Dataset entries
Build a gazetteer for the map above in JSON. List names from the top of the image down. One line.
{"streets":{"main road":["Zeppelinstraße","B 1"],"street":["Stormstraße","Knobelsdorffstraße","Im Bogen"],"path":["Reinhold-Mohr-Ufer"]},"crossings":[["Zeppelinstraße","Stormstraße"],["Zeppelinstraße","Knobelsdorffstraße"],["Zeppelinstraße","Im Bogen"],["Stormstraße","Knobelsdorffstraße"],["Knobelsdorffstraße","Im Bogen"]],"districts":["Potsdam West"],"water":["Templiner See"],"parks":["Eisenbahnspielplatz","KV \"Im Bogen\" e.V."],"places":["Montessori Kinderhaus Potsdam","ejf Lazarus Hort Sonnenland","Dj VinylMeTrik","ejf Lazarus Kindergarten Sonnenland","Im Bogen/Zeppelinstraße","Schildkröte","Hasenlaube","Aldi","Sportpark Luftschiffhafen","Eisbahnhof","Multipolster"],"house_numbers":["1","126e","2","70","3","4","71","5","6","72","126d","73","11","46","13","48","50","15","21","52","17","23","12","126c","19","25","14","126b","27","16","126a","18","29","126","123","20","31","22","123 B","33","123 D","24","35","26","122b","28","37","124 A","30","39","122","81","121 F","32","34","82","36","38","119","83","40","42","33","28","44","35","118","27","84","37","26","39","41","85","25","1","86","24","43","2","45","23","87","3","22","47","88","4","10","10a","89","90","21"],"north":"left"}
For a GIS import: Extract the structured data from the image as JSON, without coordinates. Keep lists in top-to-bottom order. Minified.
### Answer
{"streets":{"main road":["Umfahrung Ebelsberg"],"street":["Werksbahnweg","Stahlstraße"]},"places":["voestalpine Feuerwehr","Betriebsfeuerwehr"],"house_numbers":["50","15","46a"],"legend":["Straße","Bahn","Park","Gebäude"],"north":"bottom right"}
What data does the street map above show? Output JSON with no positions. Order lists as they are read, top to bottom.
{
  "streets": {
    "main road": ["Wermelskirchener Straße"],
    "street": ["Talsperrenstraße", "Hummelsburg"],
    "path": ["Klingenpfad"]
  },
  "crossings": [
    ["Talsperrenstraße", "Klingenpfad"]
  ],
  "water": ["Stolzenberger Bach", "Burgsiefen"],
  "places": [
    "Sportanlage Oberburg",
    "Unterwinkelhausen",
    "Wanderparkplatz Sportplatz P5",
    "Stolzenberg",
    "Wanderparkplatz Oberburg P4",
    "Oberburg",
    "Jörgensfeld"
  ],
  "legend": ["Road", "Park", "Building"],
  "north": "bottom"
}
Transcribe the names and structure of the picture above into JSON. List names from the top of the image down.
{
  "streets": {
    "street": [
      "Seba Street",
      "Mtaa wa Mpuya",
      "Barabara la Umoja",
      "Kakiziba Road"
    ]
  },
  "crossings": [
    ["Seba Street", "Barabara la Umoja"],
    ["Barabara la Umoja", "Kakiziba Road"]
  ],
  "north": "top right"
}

DIRECTIONS :: What is needed is an exact transcription of all the data.

EXERCISE RESULT ::
Build a gazetteer for the map above in JSON. List names from the top of the image down. One line.
{"streets":{"main road":["Zeppelinstraße","B 1"],"street":["Stormstraße","Knobelsdorffstraße","Im Bogen"],"path":["Reinhold-Mohr-Ufer"]},"crossings":[["Zeppelinstraße","Stormstraße"],["Zeppelinstraße","Knobelsdorffstraße"],["Zeppelinstraße","Im Bogen"],["Stormstraße","Knobelsdorffstraße"],["Knobelsdorffstraße","Im Bogen"]],"districts":["Potsdam West"],"water":["Templiner See"],"parks":["Eisenbahnspielplatz","KV \"Im Bogen\" e.V."],"places":["Montessori Kinderhaus Potsdam","ejf Lazarus Hort Sonnenland","Dj VinylMeTrik","ejf Lazarus Kindergarten Sonnenland","Im Bogen/Zeppelinstraße","Schildkröte","Hasenlaube","Aldi","Sportpark Luftschiffhafen","Eisbahnhof","Multipolster"],"house_numbers":["1","126e","2","70","3","4","71","5","6","72","126d","73","11","46","13","48","50","15","21","52","17","23","12","126c","19","25","14","126b","27","16","126a","18","29","126","123","20","31","22","123 B","33","123 D","24","35","26","122b","28","37","124 A","30","39","122","81","121 F","32","34","82","36","38","119","83","40","42","33","28","44","35","118","27","84","37","26","39","41","85","25","1","86","24","43","2","45","23","87","3","22","47","88","4","10","10a","89","90","21"],"north":"left"}
For a GIS import: Extract the structured data from the image as JSON, without coordinates. Keep lists in top-to-bottom order. Minified.
### Answer
{"streets":{"main road":["Umfahrung Ebelsberg"],"street":["Werksbahnweg","Stahlstraße"]},"places":["voestalpine Feuerwehr","Betriebsfeuerwehr"],"house_numbers":["50","15","46a"],"legend":["Straße","Bahn","Park","Gebäude"],"north":"bottom right"}
What data does the street map above show? Output JSON with no positions. Order lists as they are read, top to bottom.
{
  "streets": {
    "main road": ["Wermelskirchener Straße"],
    "street": ["Talsperrenstraße", "Hummelsburg"],
    "path": ["Klingenpfad"]
  },
  "crossings": [
    ["Talsperrenstraße", "Klingenpfad"]
  ],
  "water": ["Stolzenberger Bach", "Burgsiefen"],
  "places": [
    "Sportanlage Oberburg",
    "Unterwinkelhausen",
    "Wanderparkplatz Sportplatz P5",
    "Stolzenberg",
    "Wanderparkplatz Oberburg P4",
    "Oberburg",
    "Jörgensfeld"
  ],
  "legend": ["Road", "Park", "Building"],
  "north": "bottom"
}
Transcribe the names and structure of the picture above into JSON. List names from the top of the image down.
{
  "streets": {
    "street": [
      "Seba Street",
      "Mtaa wa Mpuya",
      "Barabara la Umoja",
      "Kakiziba Road"
    ]
  },
  "crossings": [
    ["Seba Street", "Barabara la Umoja"],
    ["Barabara la Umoja", "Kakiziba Road"]
  ],
  "north": "top right"
}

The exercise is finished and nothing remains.